Abdi Tunggal memang tidak mengikuti jejak teman-temannya yang lain seperti Syamsuddin Umar yang menjadi pelatih PSM, bahkan asisten pelatih tim nasional. Pada 2009 hingga 2015, ia diberi kepercayaan sebagai penasihat teknis PSM. Dalam rentang waktu itu, ia mendampingi enam pelatih kepala dari berbagai latar belakang dan karakter—mulai dari Hanafing, Tumpak Sihite, Robert Alberts, Petar Segrt, Jorg Steinburnner hingga Rudi Keltjes. Tugasnya tidak kecil, menjadi urat nadi pembentukan suatu tim yang tangguh. Abdi Tunggal memberi masukan dalam perekrutan pemain, skema permainan, dan strategi bertanding.

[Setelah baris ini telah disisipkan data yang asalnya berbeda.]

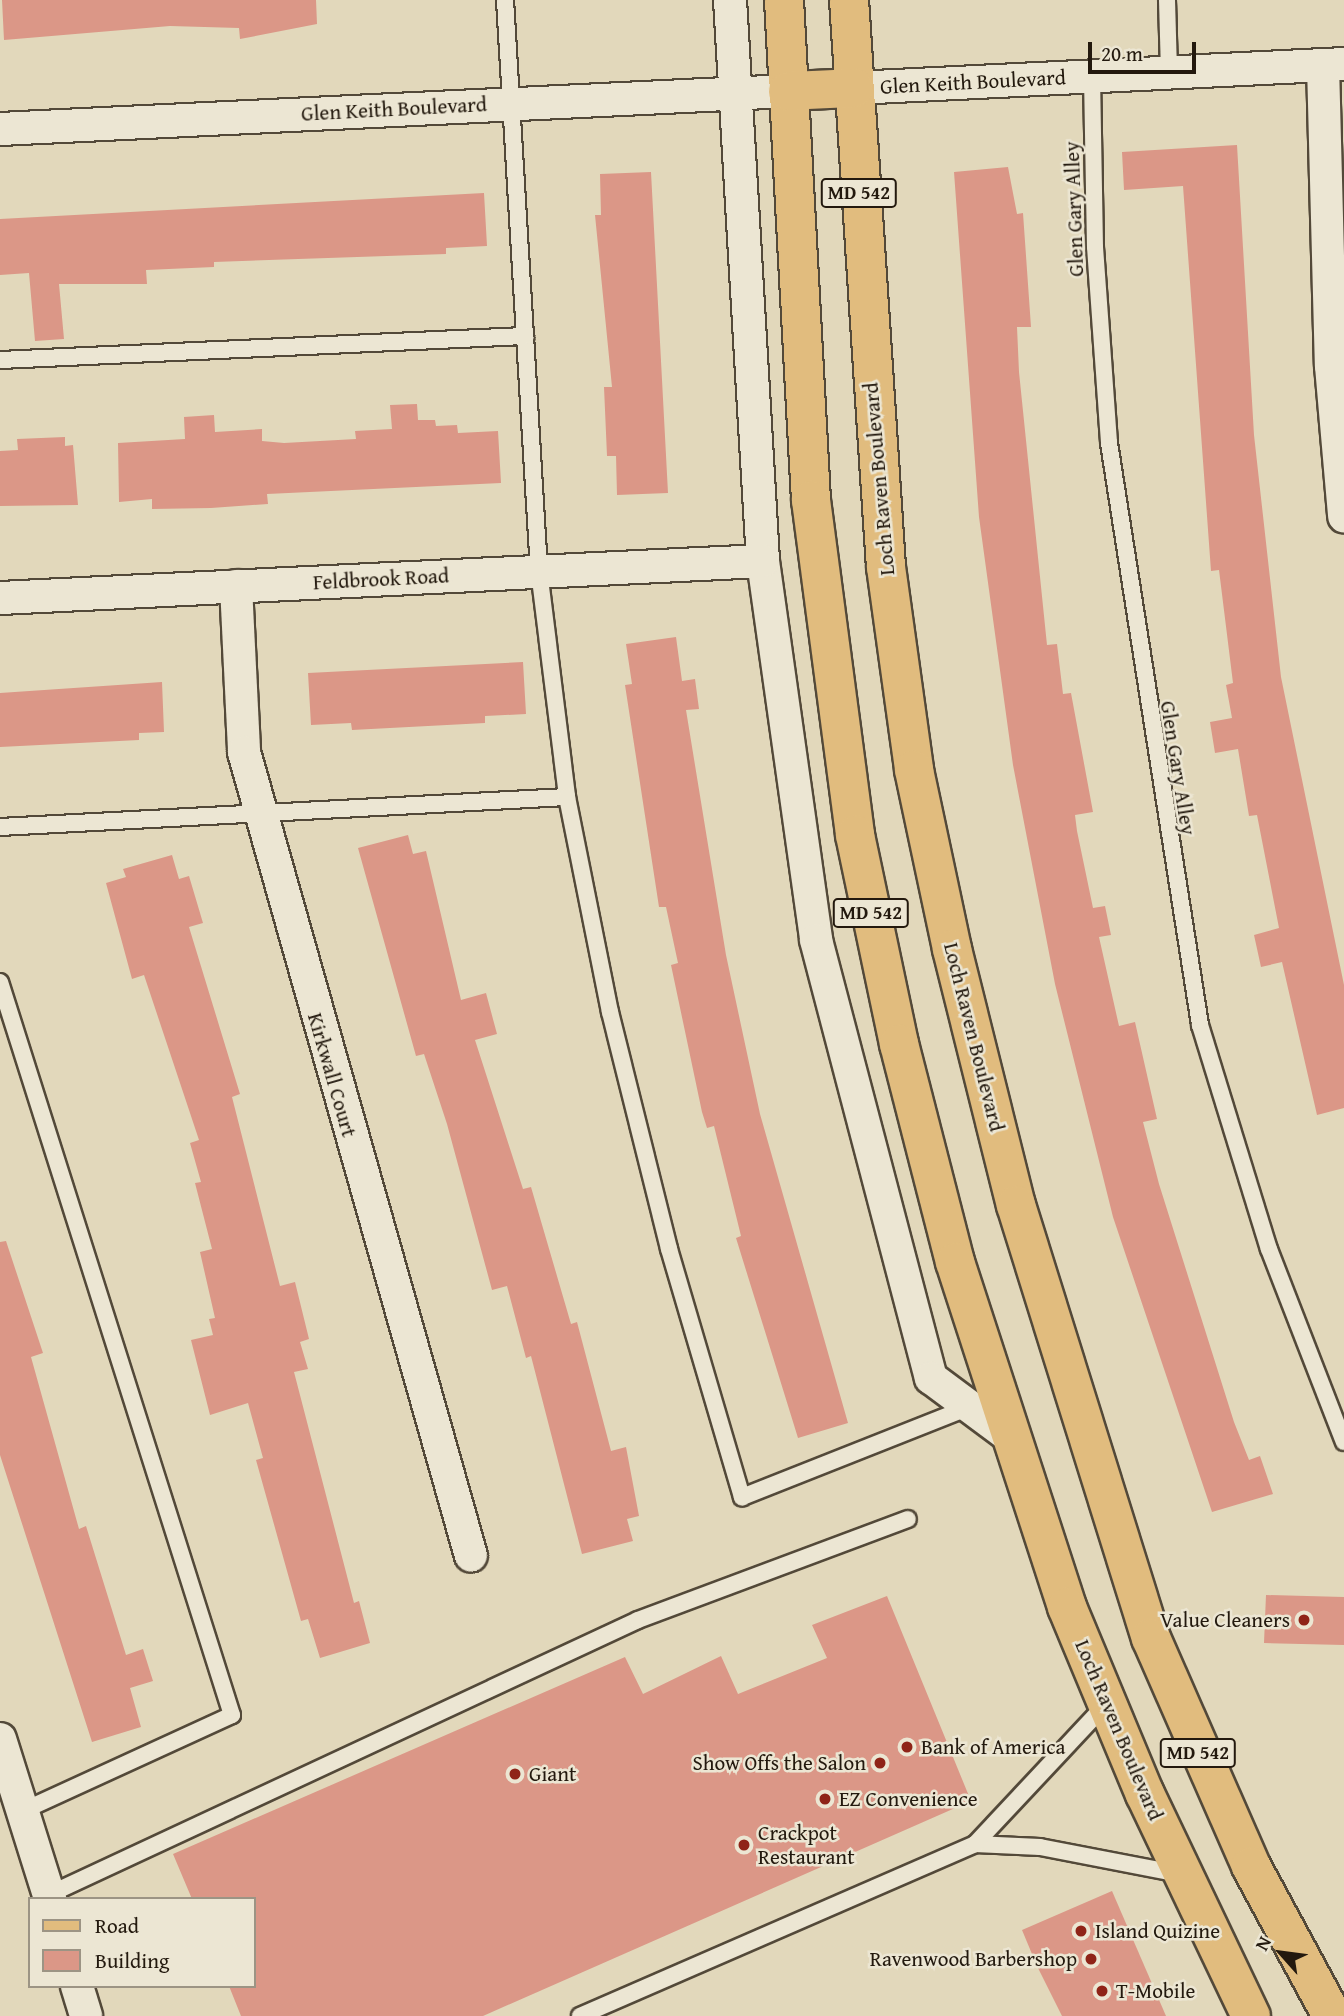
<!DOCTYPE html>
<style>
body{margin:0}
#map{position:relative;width:1344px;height:2016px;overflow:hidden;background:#e2d8bb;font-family:"Gentium Book Plus",serif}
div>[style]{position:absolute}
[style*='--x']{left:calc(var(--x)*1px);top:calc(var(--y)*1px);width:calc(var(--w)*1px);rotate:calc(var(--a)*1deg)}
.building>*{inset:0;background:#db9787}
.roads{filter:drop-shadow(2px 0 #534939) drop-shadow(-2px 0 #534939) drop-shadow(0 2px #534939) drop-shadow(0 -2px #534939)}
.service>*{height:16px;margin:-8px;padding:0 8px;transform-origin:8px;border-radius:8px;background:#ece6d3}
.minor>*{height:32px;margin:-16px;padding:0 16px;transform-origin:16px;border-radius:16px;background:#ece6d3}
.primary>*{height:38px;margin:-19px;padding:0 19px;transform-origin:19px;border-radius:19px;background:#e1bc7e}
.dots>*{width:19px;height:19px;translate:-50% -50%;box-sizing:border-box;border:4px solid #ece6d3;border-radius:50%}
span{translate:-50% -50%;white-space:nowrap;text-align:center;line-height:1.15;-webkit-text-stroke:5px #ece6d3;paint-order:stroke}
.shield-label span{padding:2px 5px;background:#ece6d3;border:2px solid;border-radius:5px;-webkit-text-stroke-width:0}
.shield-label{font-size:19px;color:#23190e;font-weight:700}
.street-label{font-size:21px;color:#23190e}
.poi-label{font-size:21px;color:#23190e}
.right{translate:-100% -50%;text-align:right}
.left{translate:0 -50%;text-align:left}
.legend{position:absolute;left:28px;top:1897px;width:228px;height:91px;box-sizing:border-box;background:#ece6d3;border:2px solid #9c9484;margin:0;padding:9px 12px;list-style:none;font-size:21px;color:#23190e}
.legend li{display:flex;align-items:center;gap:14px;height:35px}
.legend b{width:35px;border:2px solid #9c9484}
.north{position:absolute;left:1246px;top:1918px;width:70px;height:70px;-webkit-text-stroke:5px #ece6d3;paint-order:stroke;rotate:298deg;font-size:19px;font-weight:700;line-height:28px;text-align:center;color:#23190e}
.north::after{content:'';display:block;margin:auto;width:24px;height:32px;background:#23190e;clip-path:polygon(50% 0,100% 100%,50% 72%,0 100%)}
.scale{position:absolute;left:1088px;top:42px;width:108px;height:32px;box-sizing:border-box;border:4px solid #23190e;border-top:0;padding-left:9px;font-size:21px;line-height:24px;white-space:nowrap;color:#23190e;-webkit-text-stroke:5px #ece6d3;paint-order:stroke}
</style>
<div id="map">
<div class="building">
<div style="clip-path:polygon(2px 0,316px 0,317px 24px,240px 39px,239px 28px,170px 26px,4px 40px)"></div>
<div style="clip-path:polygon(1237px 145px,1254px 435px,1281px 677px,1344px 985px,1344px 1108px,1317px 1115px,1282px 962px,1261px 967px,1254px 935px,1279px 928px,1257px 815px,1249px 816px,1238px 749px,1215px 753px,1210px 722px,1232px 718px,1226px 685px,1233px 683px,1219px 570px,1211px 571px,1183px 186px,1124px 190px,1122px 152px)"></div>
<div style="clip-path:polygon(1008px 167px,1017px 214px,1023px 213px,1031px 327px,1017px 327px,1019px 372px,1047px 645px,1057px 644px,1063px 694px,1071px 693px,1093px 812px,1075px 815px,1077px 831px,1093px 908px,1105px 906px,1111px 935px,1099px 937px,1119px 1026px,1135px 1022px,1157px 1119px,1143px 1122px,1159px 1184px,1234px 1422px,1249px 1460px,1260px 1456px,1273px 1494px,1212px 1512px,1113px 1217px,1055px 984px,1013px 765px,979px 517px,954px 172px)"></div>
<div style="clip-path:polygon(651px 172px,668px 493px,617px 495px,616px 456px,607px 456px,604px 387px,612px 387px,595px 215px,601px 215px,600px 174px)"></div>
<div style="clip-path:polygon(484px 193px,487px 246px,446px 248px,446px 254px,214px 262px,214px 267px,146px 270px,147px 284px,59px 284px,64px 339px,35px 341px,29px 273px,0 275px,0 219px)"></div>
<div style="clip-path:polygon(417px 404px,418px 420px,435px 420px,436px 426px,457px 425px,458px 433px,498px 431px,501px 483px,267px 494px,268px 504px,211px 508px,152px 509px,152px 499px,119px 502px,118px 443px,185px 439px,184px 417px,214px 415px,215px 432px,262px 429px,262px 441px,284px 443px,356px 439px,355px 431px,392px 429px,390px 405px)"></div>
<div style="clip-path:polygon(65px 437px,65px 446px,73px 445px,78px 505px,0 506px,0 451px,18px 450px,17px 439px)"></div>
<div style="clip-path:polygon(676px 637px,682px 681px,695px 679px,699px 709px,686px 710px,726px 955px,760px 1114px,848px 1423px,798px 1438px,736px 1238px,741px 1236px,714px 1126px,707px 1128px,702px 1112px,671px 965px,678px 963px,666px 907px,659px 907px,625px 685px,632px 684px,626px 644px)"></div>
<div style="clip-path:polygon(523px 662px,526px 714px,485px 716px,485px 723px,352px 730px,351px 723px,311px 725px,308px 673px)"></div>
<div style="clip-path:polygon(162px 682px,164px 732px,139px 733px,139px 740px,0 747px,0 693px)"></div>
<div style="clip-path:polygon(408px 835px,413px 854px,426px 851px,461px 1000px,486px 993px,497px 1034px,475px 1040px,523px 1189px,531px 1187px,571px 1324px,577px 1322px,611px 1451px,626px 1447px,639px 1516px,627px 1519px,633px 1541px,582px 1554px,531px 1356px,526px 1358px,507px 1286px,492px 1290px,447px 1124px,424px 1054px,416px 1056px,358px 848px)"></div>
<div style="clip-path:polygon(172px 855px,179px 879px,189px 876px,203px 923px,189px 927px,240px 1094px,232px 1097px,280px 1286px,295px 1282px,309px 1339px,300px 1342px,308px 1369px,294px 1372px,354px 1603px,359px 1601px,370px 1643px,320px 1658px,308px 1619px,301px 1621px,256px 1460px,263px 1458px,248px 1403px,210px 1415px,191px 1340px,213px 1335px,209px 1319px,215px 1318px,200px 1252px,212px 1249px,195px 1183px,201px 1182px,190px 1143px,199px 1140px,144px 975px,132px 979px,106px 883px,126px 877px,123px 869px)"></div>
<div style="clip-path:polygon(6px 1241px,43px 1353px,31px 1357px,79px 1529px,86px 1526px,126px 1655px,143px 1649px,153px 1681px,130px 1688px,141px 1727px,92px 1742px,0 1455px,0 1242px)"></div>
<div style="clip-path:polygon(1266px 1595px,1344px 1597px,1344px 1645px,1264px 1643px)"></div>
<div style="clip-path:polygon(887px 1596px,971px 1801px,483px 2016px,241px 2016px,229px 1986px,254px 1986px,254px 1899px,192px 1899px,173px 1854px,625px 1657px,643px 1694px,721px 1656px,738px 1694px,827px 1658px,812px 1625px)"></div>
<div style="clip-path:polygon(1112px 1891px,1166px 2016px,1062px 2016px,1037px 1966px,1022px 1930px)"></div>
</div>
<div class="roads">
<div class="service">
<div style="--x:505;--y:0;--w:572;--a:86.59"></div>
<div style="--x:539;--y:571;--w:228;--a:82.9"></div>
<div style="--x:1167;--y:0;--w:73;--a:88.4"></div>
<div style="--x:1092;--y:76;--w:171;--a:89"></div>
<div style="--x:1095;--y:247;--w:196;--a:85.9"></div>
<div style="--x:1109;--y:443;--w:589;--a:81.11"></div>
<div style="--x:1200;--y:1025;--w:234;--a:72.9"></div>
<div style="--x:1269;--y:1249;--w:207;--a:68.8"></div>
<div style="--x:0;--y:360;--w:526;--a:-2.62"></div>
<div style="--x:0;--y:827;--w:568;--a:-3.03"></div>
<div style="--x:567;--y:797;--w:219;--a:78.7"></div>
<div style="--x:610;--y:1012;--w:244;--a:76"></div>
<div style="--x:669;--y:1249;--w:259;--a:73.6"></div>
<div style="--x:742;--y:1497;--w:244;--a:-21.6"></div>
<div style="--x:0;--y:982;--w:769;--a:72.44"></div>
<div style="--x:232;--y:1715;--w:231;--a:155.4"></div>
<div style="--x:975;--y:1844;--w:65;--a:2.6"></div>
<div style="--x:1040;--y:1847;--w:143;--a:10.9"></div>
<div style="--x:48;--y:1895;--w:651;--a:-24.99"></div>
<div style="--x:638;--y:1620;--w:288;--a:-20.5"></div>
<div style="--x:580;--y:2016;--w:431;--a:-23.5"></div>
<div style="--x:975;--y:1844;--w:190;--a:-46.9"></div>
</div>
<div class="minor">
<div style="--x:730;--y:0;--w:562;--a:86.63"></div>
<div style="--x:763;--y:561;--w:383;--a:82"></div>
<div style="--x:816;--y:940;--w:453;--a:75.3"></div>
<div style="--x:931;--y:1378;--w:97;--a:36.6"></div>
<div style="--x:1323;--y:65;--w:301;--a:88.5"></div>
<div style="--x:1331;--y:366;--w:151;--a:85"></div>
<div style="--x:854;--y:88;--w:491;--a:-2.8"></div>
<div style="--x:0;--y:129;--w:789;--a:-2.76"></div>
<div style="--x:236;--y:586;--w:166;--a:87.2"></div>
<div style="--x:244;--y:752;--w:835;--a:74.23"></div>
<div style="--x:0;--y:598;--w:764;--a:-2.78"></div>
<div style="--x:0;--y:1739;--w:168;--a:72.6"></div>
<div style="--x:77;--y:1986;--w:31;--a:73"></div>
</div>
<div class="primary">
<div style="--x:784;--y:0;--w:501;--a:86.91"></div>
<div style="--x:811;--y:500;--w:338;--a:82.5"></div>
<div style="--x:855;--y:835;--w:214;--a:78.1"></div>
<div style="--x:899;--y:1044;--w:225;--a:75.6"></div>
<div style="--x:955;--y:1262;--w:363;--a:72"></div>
<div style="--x:1067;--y:1607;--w:203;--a:67.4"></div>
<div style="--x:1145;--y:1794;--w:246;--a:64.5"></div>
<div style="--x:849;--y:0;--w:568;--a:86.27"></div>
<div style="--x:886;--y:567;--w:205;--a:82.1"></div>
<div style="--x:914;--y:770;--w:183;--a:78"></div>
<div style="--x:952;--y:949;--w:264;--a:76"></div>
<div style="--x:1016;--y:1205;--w:454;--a:72.7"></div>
<div style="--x:1151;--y:1638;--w:249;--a:66.3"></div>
<div style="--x:1251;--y:1866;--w:170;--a:61.6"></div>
<div style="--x:788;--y:91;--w:66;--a:-2.6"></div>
</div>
</div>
<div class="dots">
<div style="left:1304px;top:1620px;background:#8f2418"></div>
<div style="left:907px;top:1747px;background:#8f2418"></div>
<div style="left:880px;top:1763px;background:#8f2418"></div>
<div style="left:515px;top:1774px;background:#8f2418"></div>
<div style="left:825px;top:1799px;background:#8f2418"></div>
<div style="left:744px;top:1845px;background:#8f2418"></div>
<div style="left:1081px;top:1931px;background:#8f2418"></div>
<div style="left:1091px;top:1959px;background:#8f2418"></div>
<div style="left:1102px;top:1991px;background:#8f2418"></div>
</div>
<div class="shield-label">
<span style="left:859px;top:193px">MD 542</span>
<span style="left:871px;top:913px">MD 542</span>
<span style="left:1198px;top:1753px">MD 542</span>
</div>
<div class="street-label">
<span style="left:973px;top:82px;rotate:-3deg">Glen Keith Boulevard</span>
<span style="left:394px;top:109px;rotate:-3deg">Glen Keith Boulevard</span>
<span style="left:1074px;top:209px;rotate:-92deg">Glen Gary Alley</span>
<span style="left:879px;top:479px;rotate:-95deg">Loch Raven Boulevard</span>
<span style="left:381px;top:579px;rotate:-3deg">Feldbrook Road</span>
<span style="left:1178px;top:768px;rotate:81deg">Glen Gary Alley</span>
<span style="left:974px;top:1037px;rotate:76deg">Loch Raven Boulevard</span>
<span style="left:332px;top:1075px;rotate:74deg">Kirkwall Court</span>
<span style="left:1119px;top:1730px;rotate:67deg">Loch Raven Boulevard</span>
</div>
<div class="poi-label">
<span class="right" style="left:1290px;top:1620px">Value Cleaners</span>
<span class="left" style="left:921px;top:1747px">Bank of America</span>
<span class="right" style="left:866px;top:1763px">Show Offs the Salon</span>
<span class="left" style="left:529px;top:1774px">Giant</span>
<span class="left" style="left:839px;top:1799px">EZ Convenience</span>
<span class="left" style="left:758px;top:1845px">Crackpot<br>Restaurant</span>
<span class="left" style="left:1095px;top:1931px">Island Quizine</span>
<span class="right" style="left:1077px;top:1959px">Ravenwood Barbershop</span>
<span class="left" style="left:1116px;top:1991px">T-Mobile</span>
</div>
<ul class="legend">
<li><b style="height:9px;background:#e1bc7e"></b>Road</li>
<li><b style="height:19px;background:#db9787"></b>Building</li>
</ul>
<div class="north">N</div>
<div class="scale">20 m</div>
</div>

“Keputusan akhir tetap milik pelatih kepala. Saya hanya memberi pandangan sebagai orang yang pernah bermain dan masih mencintai PSM,” Abdi mengakui seperti dilansir Herald.
Puncak kontribusinya terasa pada musim 2011, saat PSM memilih berjuang di Liga Primer Indonesia. Ketika itu, Abdi dipercaya menyusun kerangka skuad. Timnya menembus posisi dua klasemen sementara sebelum kompetisi terhenti akibat konflik dualisme PSSI.
“Pemain pilihan saya tampil bagus,” ucapnya dalam satu wawancara penuh kebanggaan.
Tapi seperti banyak kisah dalam sepak bola, suka dan duka berjalan beriringan. Ia pernah bersedih kala PSM terpuruk, baik prestasi maupun keuangan. Namun ia bertahan, demi Juku Eja.
Tak hanya di level senior, Abdi pun membina tunas muda PSM. Ia membawa tim junior PSM menjadi runner-up Habibie Cup, dan salah satu anak didiknya yang kemudian bersinar adalah striker andalan Andi Oddang.
Sahabatnya, Syamsuddin Umar, menggambarkan Abdi sebagai pribadi yang tegas, disiplin, dan memiliki solidaritas tinggi.